> **WORK TO BE COMPLETED**: Find every line below with the word "width" in it, and copy each one.
*****
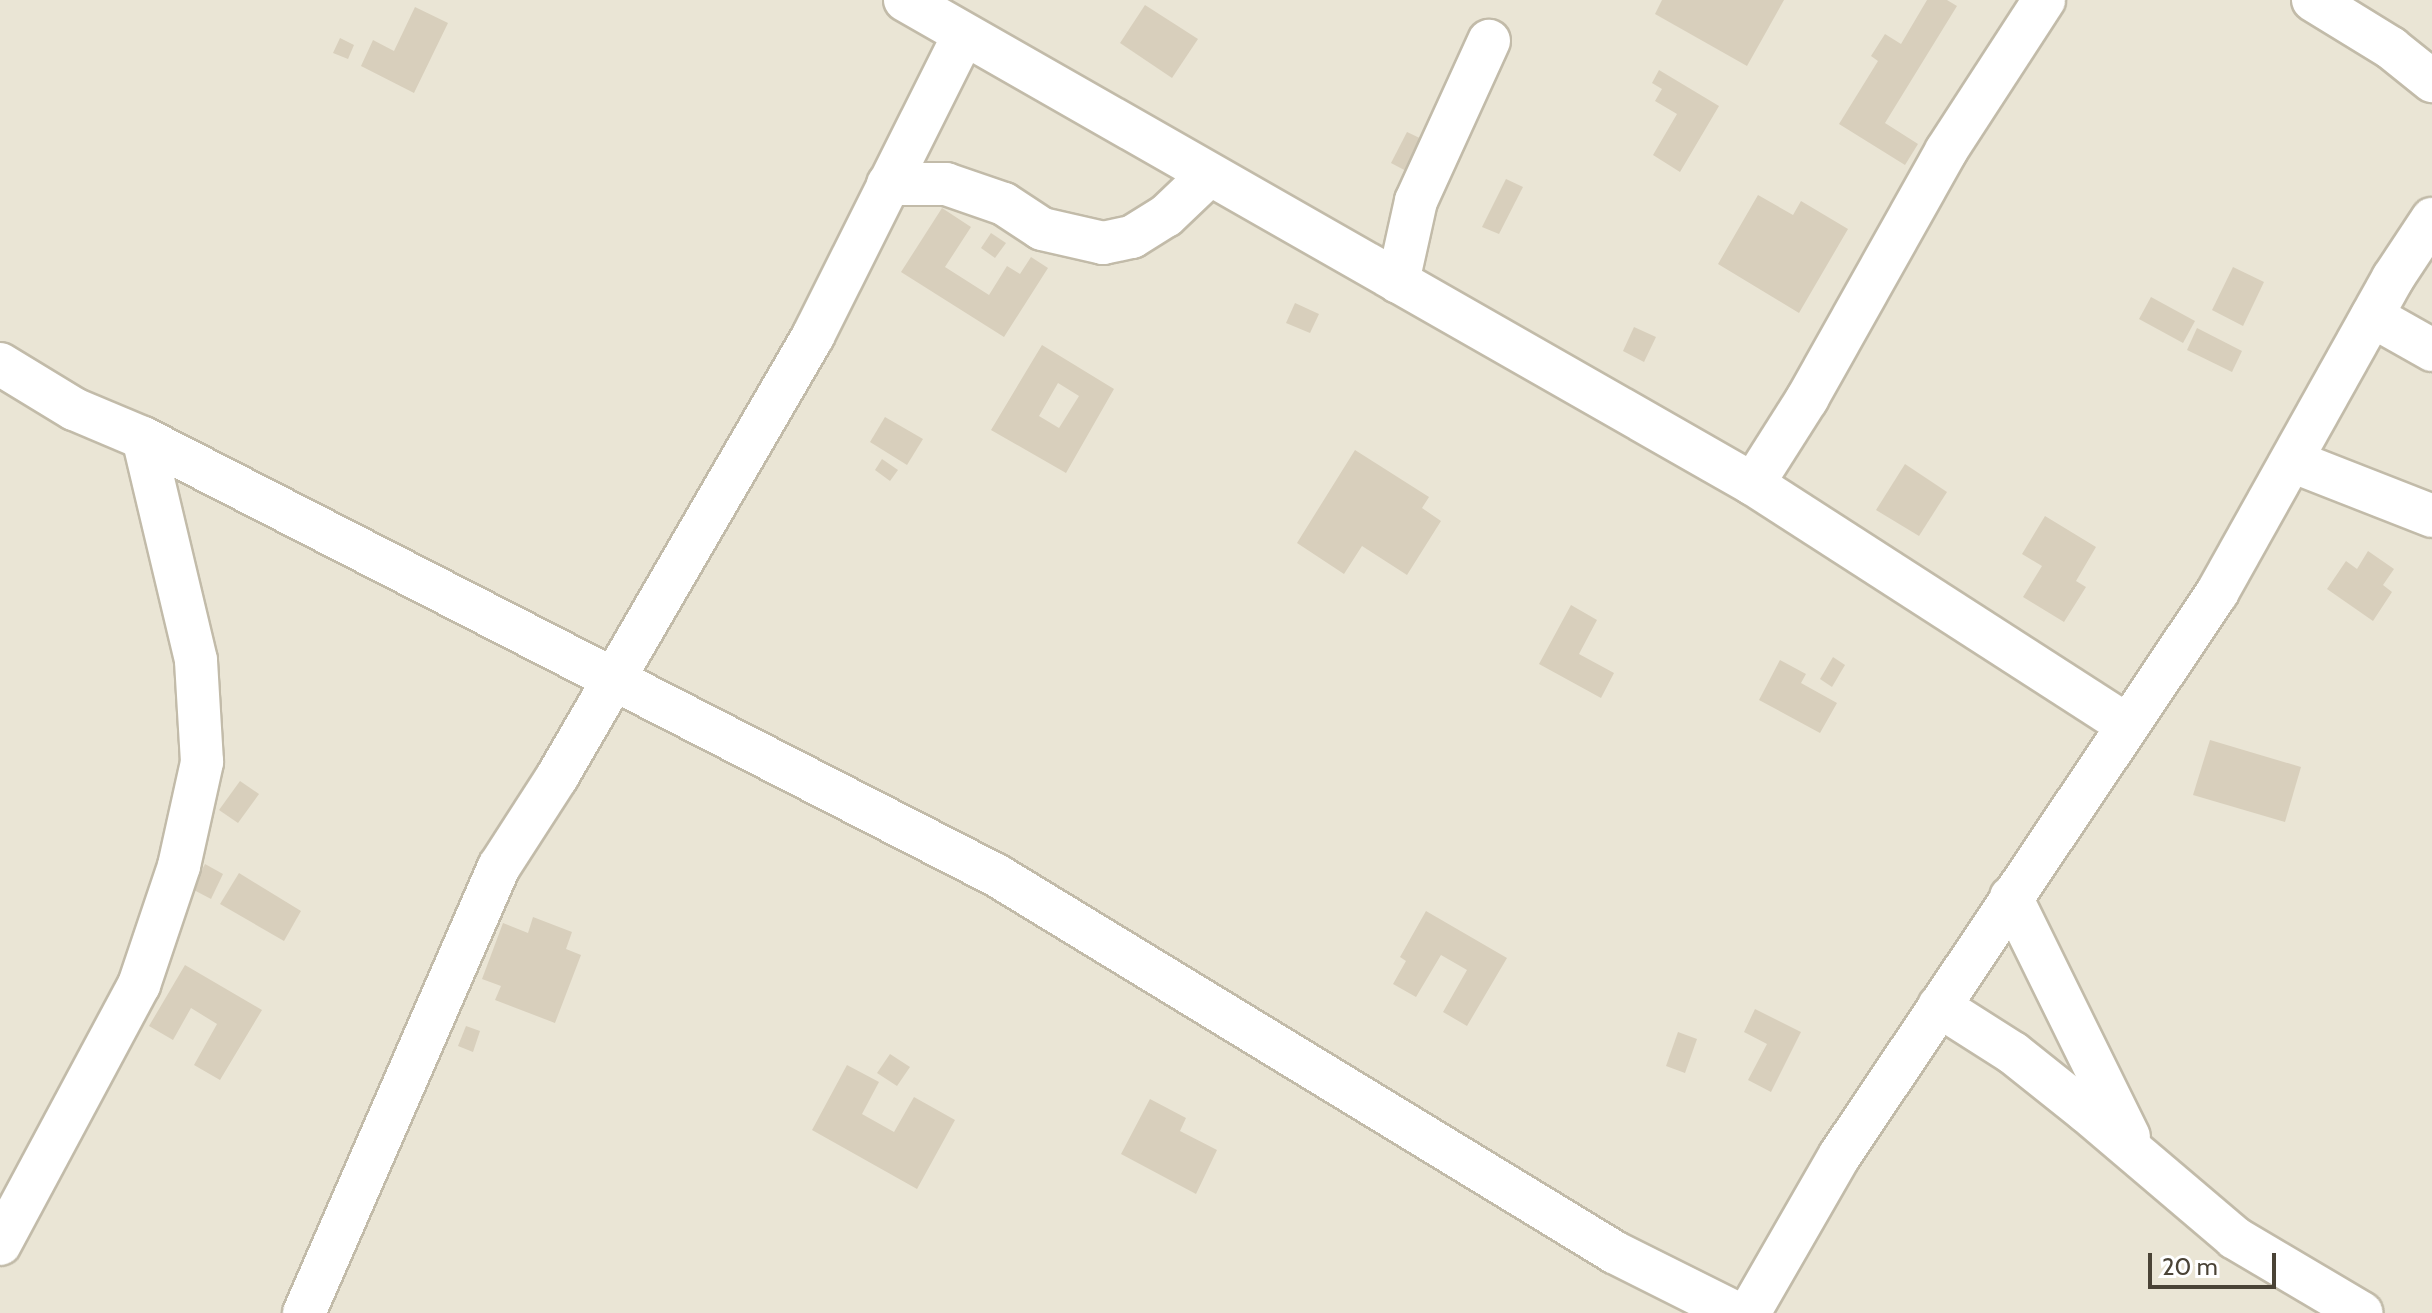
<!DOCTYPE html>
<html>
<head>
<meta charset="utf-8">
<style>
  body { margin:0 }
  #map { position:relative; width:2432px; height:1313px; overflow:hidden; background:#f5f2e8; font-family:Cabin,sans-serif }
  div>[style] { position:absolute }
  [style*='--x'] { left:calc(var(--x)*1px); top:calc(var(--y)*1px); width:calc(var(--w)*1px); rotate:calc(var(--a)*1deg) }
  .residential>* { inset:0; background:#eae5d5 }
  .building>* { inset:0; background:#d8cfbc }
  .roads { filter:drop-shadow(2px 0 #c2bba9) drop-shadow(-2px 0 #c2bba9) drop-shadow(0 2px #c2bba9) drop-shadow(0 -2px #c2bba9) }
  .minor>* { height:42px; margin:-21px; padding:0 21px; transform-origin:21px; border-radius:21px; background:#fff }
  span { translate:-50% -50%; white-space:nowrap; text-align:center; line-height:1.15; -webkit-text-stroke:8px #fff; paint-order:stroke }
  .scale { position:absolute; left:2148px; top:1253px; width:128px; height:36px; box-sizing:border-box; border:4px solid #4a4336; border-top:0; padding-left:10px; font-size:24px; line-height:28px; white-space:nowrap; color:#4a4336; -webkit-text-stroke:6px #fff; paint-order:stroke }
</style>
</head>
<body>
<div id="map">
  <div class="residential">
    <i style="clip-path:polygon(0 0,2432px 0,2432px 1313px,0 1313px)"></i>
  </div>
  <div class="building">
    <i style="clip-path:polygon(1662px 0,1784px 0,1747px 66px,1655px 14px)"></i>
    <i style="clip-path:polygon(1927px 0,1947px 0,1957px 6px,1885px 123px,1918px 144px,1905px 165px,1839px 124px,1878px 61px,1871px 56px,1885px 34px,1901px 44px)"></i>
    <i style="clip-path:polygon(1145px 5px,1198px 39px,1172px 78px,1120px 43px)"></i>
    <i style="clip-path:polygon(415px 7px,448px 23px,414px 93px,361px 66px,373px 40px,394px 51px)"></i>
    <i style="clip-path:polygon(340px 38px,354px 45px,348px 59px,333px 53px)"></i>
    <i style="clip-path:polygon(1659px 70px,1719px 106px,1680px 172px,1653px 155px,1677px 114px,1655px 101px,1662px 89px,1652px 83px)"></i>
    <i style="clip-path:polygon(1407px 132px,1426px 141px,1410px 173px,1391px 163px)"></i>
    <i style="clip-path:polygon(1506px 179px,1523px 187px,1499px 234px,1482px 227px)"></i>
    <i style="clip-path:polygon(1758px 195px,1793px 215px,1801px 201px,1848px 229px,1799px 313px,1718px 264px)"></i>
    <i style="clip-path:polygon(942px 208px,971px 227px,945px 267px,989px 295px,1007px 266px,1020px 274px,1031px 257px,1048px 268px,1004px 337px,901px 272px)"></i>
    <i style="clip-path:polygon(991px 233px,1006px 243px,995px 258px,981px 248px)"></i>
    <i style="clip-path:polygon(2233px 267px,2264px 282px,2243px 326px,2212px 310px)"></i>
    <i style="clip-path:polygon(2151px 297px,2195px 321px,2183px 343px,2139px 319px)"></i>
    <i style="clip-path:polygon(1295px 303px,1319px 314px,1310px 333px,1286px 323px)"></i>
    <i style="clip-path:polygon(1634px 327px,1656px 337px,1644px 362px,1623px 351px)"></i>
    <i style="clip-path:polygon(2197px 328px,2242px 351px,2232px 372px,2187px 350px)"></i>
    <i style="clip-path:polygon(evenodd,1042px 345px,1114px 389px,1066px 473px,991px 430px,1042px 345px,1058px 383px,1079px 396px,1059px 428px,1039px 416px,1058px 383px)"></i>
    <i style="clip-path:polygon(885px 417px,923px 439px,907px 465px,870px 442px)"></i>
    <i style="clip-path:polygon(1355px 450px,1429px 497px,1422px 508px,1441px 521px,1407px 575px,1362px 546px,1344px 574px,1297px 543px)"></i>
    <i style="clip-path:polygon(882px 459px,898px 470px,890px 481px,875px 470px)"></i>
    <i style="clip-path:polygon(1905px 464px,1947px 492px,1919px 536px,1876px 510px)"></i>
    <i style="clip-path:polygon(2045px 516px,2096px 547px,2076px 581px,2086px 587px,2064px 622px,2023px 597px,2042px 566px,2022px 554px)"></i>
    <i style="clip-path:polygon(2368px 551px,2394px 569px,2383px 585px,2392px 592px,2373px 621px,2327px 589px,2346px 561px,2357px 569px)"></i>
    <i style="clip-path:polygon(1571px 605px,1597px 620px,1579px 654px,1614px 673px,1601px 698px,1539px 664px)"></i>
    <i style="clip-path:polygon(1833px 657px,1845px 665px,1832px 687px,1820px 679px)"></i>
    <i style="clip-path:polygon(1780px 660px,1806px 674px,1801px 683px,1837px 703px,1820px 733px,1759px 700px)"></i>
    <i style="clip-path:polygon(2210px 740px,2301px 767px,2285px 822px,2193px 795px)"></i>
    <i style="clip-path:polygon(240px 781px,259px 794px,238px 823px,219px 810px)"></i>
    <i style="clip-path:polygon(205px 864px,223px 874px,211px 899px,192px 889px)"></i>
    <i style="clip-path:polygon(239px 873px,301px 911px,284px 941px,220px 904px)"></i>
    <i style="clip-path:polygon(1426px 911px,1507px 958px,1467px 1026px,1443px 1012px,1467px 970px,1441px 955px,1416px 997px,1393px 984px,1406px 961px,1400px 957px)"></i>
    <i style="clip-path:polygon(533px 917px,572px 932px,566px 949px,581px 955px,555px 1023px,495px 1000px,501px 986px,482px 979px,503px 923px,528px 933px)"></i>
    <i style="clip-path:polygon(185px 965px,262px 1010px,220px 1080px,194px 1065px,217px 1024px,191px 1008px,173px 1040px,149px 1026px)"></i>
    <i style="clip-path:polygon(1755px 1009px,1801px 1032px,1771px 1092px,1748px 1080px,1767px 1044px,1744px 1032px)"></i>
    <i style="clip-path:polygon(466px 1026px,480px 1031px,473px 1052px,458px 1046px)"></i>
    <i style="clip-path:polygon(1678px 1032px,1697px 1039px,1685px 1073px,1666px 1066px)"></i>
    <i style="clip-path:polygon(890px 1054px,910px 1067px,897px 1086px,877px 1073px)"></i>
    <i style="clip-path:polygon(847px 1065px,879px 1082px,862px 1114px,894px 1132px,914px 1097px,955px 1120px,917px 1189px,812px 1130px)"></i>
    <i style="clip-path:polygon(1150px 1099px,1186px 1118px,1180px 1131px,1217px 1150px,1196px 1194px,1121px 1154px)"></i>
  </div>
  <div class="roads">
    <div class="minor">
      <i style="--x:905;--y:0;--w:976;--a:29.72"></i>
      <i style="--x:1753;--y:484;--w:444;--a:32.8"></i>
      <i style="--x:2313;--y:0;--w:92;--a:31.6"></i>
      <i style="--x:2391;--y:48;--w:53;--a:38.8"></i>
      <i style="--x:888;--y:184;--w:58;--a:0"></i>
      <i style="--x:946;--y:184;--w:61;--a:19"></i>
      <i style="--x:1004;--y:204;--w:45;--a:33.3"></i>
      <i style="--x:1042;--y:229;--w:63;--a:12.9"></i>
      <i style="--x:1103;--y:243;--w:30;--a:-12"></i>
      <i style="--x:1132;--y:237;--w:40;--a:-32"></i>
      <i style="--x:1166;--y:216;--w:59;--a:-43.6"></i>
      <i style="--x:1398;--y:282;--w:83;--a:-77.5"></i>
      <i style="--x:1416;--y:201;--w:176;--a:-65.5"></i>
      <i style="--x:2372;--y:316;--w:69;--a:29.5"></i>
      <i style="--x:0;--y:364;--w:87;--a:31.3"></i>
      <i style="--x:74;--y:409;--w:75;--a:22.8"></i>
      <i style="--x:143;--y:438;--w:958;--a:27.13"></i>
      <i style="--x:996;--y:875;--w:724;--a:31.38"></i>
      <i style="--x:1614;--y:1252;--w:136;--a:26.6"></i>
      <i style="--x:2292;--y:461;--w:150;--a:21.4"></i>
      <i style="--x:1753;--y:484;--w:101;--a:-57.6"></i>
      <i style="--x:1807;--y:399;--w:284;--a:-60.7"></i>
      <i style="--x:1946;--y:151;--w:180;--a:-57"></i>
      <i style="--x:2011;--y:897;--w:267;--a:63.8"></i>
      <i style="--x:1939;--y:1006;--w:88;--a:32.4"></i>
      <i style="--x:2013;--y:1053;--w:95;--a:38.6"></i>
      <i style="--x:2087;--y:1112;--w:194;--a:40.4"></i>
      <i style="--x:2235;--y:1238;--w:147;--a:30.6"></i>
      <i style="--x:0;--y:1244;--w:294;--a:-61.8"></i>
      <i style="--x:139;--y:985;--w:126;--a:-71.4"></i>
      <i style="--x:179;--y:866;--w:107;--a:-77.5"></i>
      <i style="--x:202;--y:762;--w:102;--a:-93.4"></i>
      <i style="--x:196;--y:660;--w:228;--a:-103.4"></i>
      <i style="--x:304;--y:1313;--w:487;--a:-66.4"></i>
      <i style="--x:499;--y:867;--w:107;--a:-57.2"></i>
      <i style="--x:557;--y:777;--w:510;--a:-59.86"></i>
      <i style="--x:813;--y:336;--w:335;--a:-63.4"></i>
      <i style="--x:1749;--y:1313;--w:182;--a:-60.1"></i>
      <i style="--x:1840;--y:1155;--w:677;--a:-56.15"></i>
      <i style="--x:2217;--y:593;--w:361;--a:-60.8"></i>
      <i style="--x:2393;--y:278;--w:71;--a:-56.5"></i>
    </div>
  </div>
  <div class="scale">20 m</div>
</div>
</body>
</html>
*****
> **SOLUTION**:
  #map { position:relative; width:2432px; height:1313px; overflow:hidden; background:#f5f2e8; font-family:Cabin,sans-serif }
  [style*='--x'] { left:calc(var(--x)*1px); top:calc(var(--y)*1px); width:calc(var(--w)*1px); rotate:calc(var(--a)*1deg) }
  .scale { position:absolute; left:2148px; top:1253px; width:128px; height:36px; box-sizing:border-box; border:4px solid #4a4336; border-top:0; padding-left:10px; font-size:24px; line-height:28px; white-space:nowrap; color:#4a4336; -webkit-text-stroke:6px #fff; paint-order:stroke }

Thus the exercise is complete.